En effet, des retraités de Sonelgaz ainsi que ceux de
l’éducation, qui occupaient des logements de fonction,
reçoivent, ces derniers mois, des lettres d’expulsion.
Ces retraités ont exprimé leur colère en organisant,
à Alger, des rassemblements de protestation pour
pousser les pouvoirs publics à surseoir à leur décision
d’expulsion. Lors d’un rassemblement organisé le
30 octobre par les retraités de l’éducation au siège de
l’UGTA, Abdelmadjid Sidi Saïd a failli être lynché par les
protestataires, échaudés par l’immobilisme et l’inertie
de la centrale syndicale face au calvaire qu’ils vivent
au quotidien, depuis que cette épée de Damoclès est
suspendue au dessus de leur tête.
«Nous vivons comme des mendiants»
«Nous vivons comme des mendiants. Avec cette inflation,
on est obligés de contracter un crédit auprès
du commerçant du quartier ou d’emprunter de l’argent
pour survivre. Pourtant, on a droit à notre part du gâteau.

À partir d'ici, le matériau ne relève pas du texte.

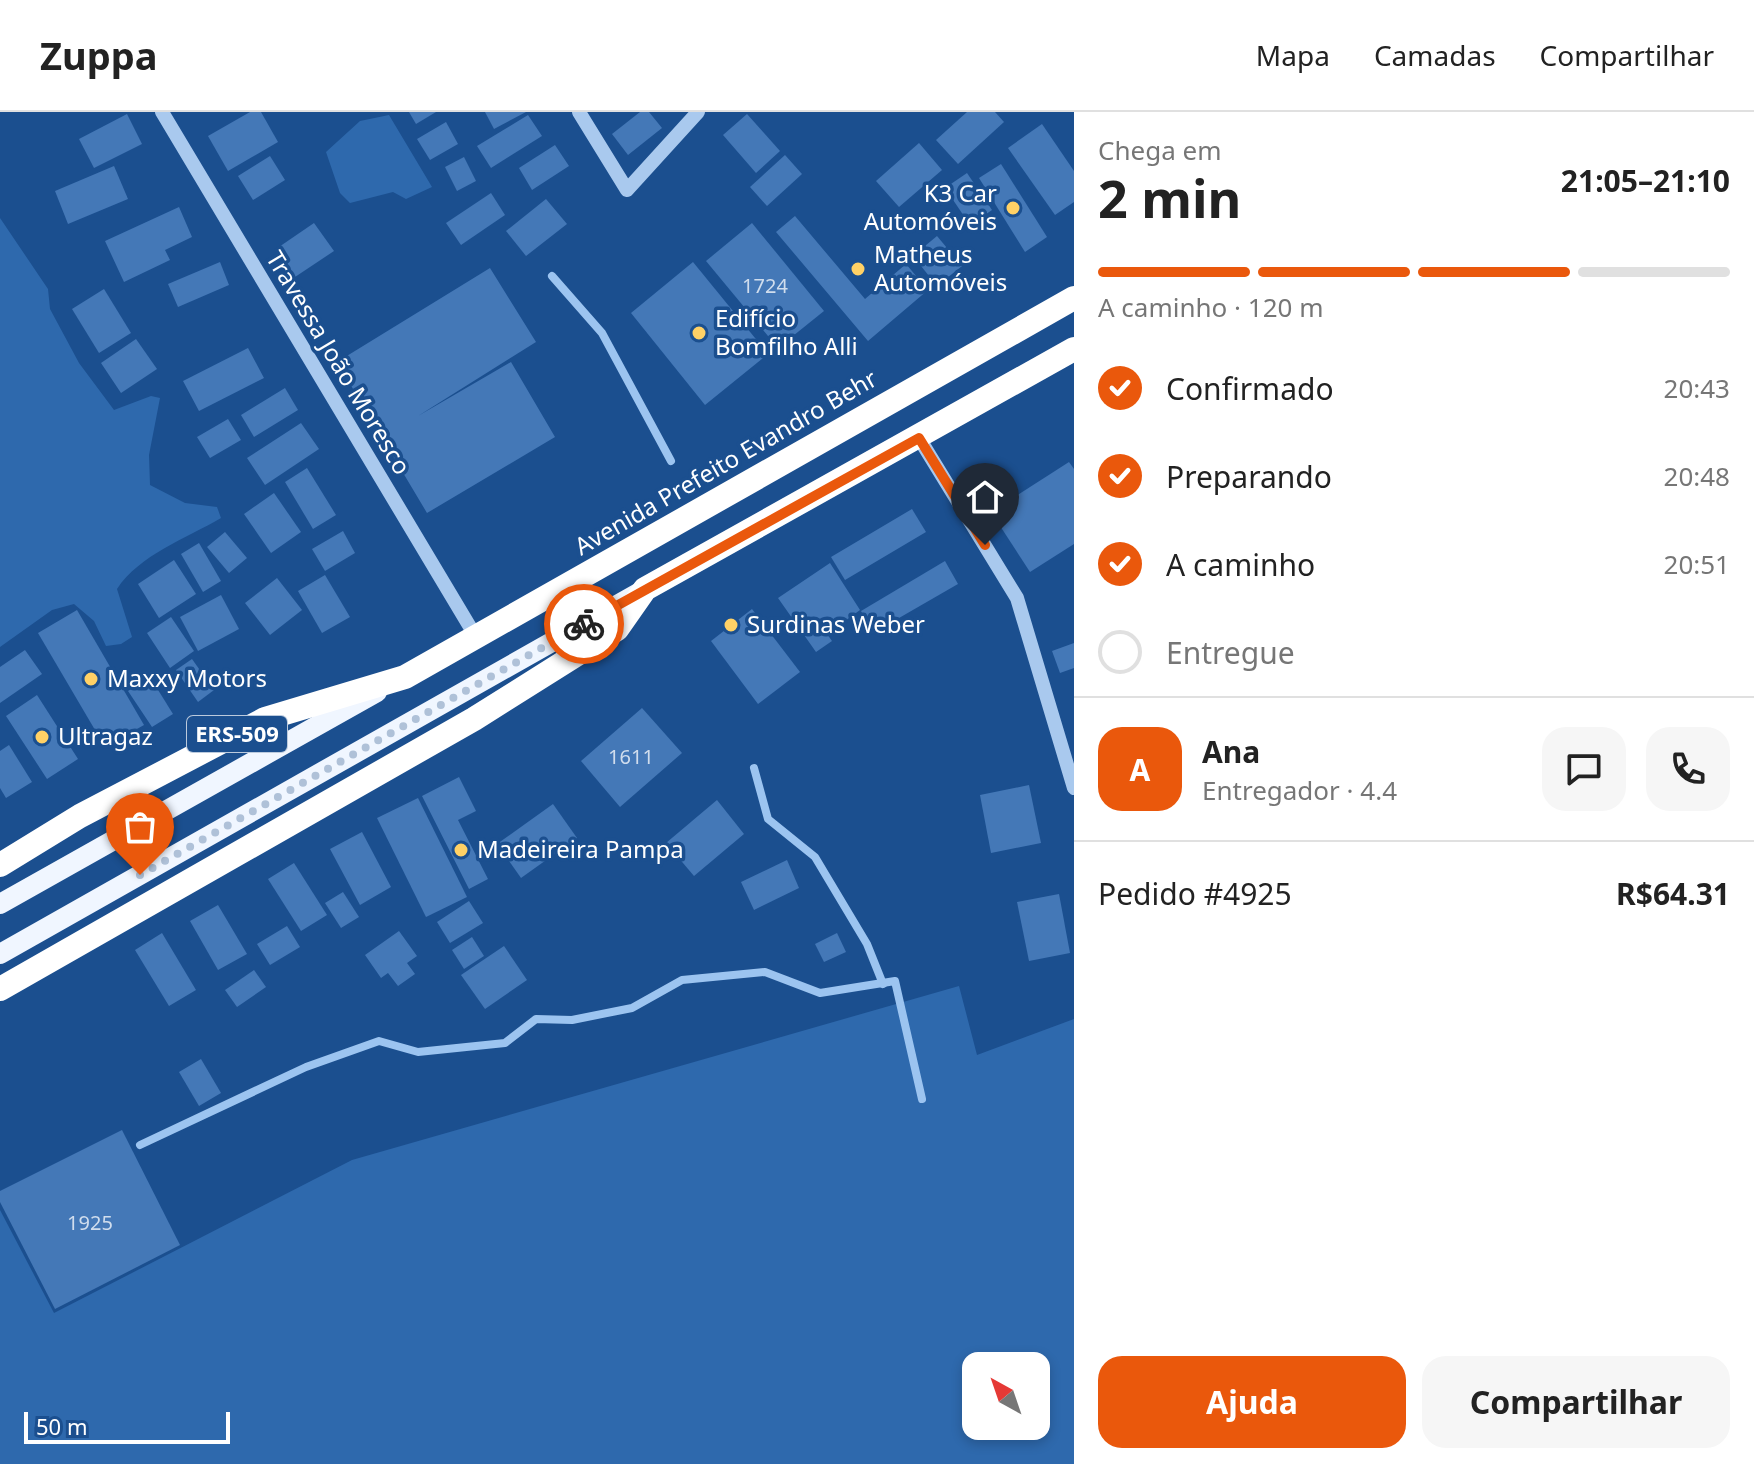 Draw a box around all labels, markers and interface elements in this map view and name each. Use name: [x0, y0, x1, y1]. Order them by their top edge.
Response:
text: Zuppa: [40, 29, 158, 81]
text: Mapa: [1256, 36, 1330, 74]
text: Camadas: [1374, 36, 1496, 74]
text: Compartilhar: [1540, 36, 1714, 74]
text: Chega em: [1098, 132, 1221, 168]
text: 21:05–21:10: [1561, 160, 1730, 201]
text: 2 min: [1098, 162, 1241, 233]
place label: K3 Car Automóveis: [864, 176, 997, 237]
marker: K3 Car Automóveis: [1004, 199, 1022, 217]
place label: Matheus Automóveis: [874, 237, 1007, 298]
street label: Travessa João Moresco: [259, 244, 419, 480]
marker: Matheus Automóveis: [849, 260, 867, 278]
house number: 1724: [742, 272, 788, 299]
text: A caminho · 120 m: [1098, 289, 1324, 325]
place label: Edifício Bomfilho Alli: [715, 301, 858, 362]
marker: Edifício Bomfilho Alli: [690, 324, 708, 342]
street label: Avenida Prefeito Evandro Behr: [568, 361, 883, 562]
icon: check: [1098, 366, 1142, 410]
text: Confirmado: [1166, 368, 1334, 409]
text: 20:43: [1664, 370, 1730, 406]
icon: check: [1098, 454, 1142, 498]
text: Preparando: [1166, 456, 1332, 497]
text: 20:48: [1664, 458, 1730, 494]
pin: [951, 463, 1019, 545]
icon: home: [963, 475, 1007, 519]
icon: check: [1098, 542, 1142, 586]
text: A caminho: [1166, 544, 1315, 585]
text: 20:51: [1664, 546, 1730, 582]
courier: [544, 584, 624, 664]
icon: bike: [562, 602, 606, 646]
place label: Surdinas Weber: [747, 607, 925, 640]
marker: Surdinas Weber: [722, 616, 740, 634]
text: Entregue: [1166, 632, 1295, 673]
place label: Maxxy Motors: [107, 661, 267, 694]
marker: Maxxy Motors: [82, 670, 100, 688]
road number: ERS-509: [187, 716, 287, 752]
place label: Ultragaz: [58, 719, 153, 752]
button: chat: [1542, 727, 1626, 811]
button: phone: [1646, 727, 1730, 811]
marker: Ultragaz: [33, 728, 51, 746]
text: Ana: [1202, 731, 1260, 772]
house number: 1611: [608, 743, 654, 770]
text: A: [1130, 749, 1150, 790]
text: Entregador · 4.4: [1202, 772, 1397, 808]
pin: [106, 793, 174, 875]
icon: bag: [118, 805, 162, 849]
place label: Madeireira Pampa: [477, 832, 684, 865]
marker: Madeireira Pampa: [452, 841, 470, 859]
text: Pedido #4925: [1098, 873, 1292, 914]
text: R$64.31: [1616, 873, 1730, 914]
house number: 1925: [67, 1209, 113, 1236]
north arrow: [962, 1352, 1050, 1440]
map controls: [962, 1352, 1050, 1440]
button: Ajuda: [1098, 1356, 1406, 1448]
button: Compartilhar: [1422, 1356, 1730, 1448]
scale bar: [24, 1408, 230, 1444]
text: 50 m: [36, 1411, 87, 1441] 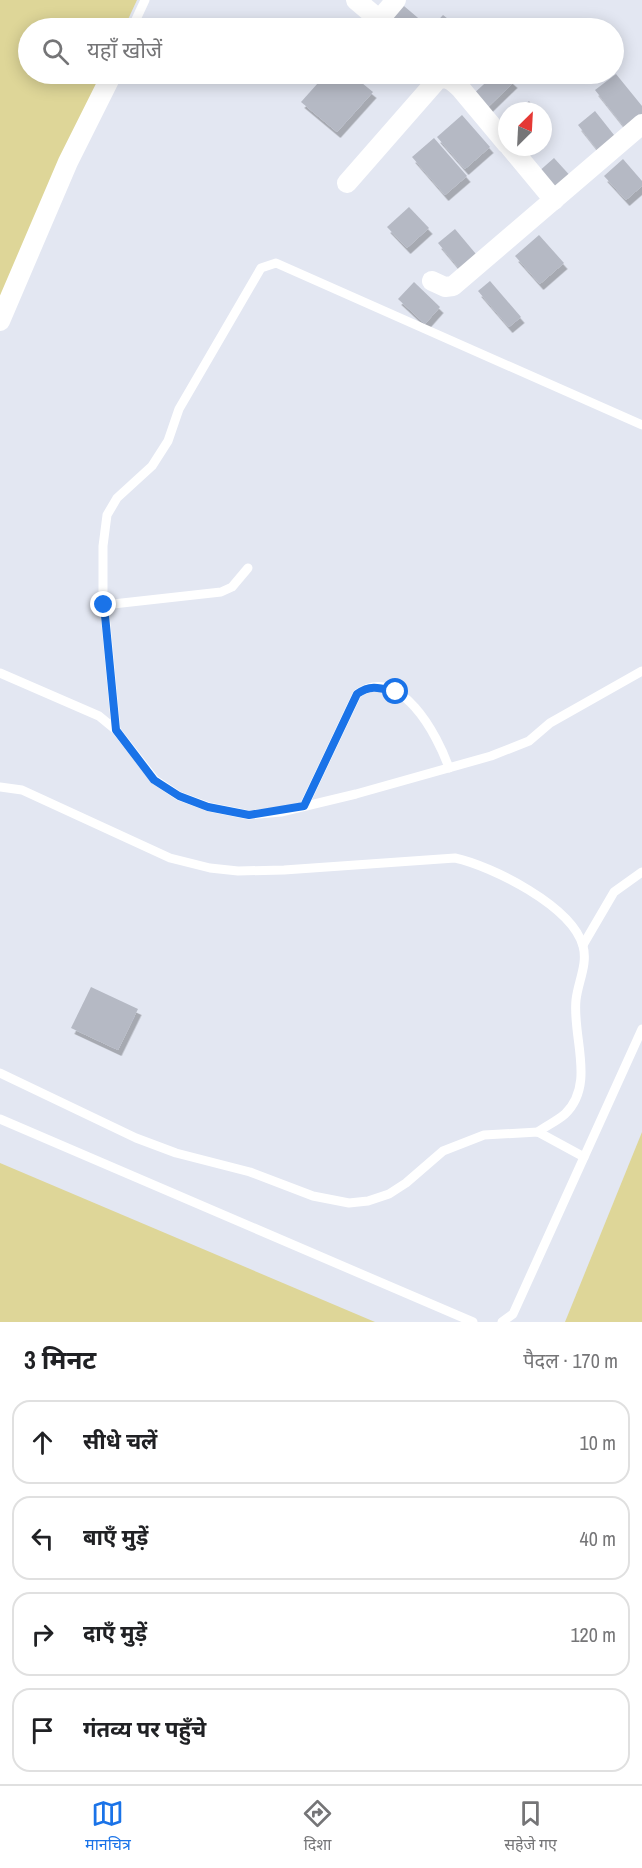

On se demande à juste titre où va l’argent du pétrole»,
s’interroge Da Belgacem, retraité de Sonatrach et ancien
militant de la Fédération de France. Ce dernier
indique qu’après sa retraite, pensant qu’il allait enfin
se reposer, il a dû reprendre un autre travail chez le
privé pour assurer le financement des études de son
fils inscrit en première année de médecine. Sinon, il lui
était impossible de le faire avec sa modeste pension et
subvenir en même temps aux besoins de sa famille.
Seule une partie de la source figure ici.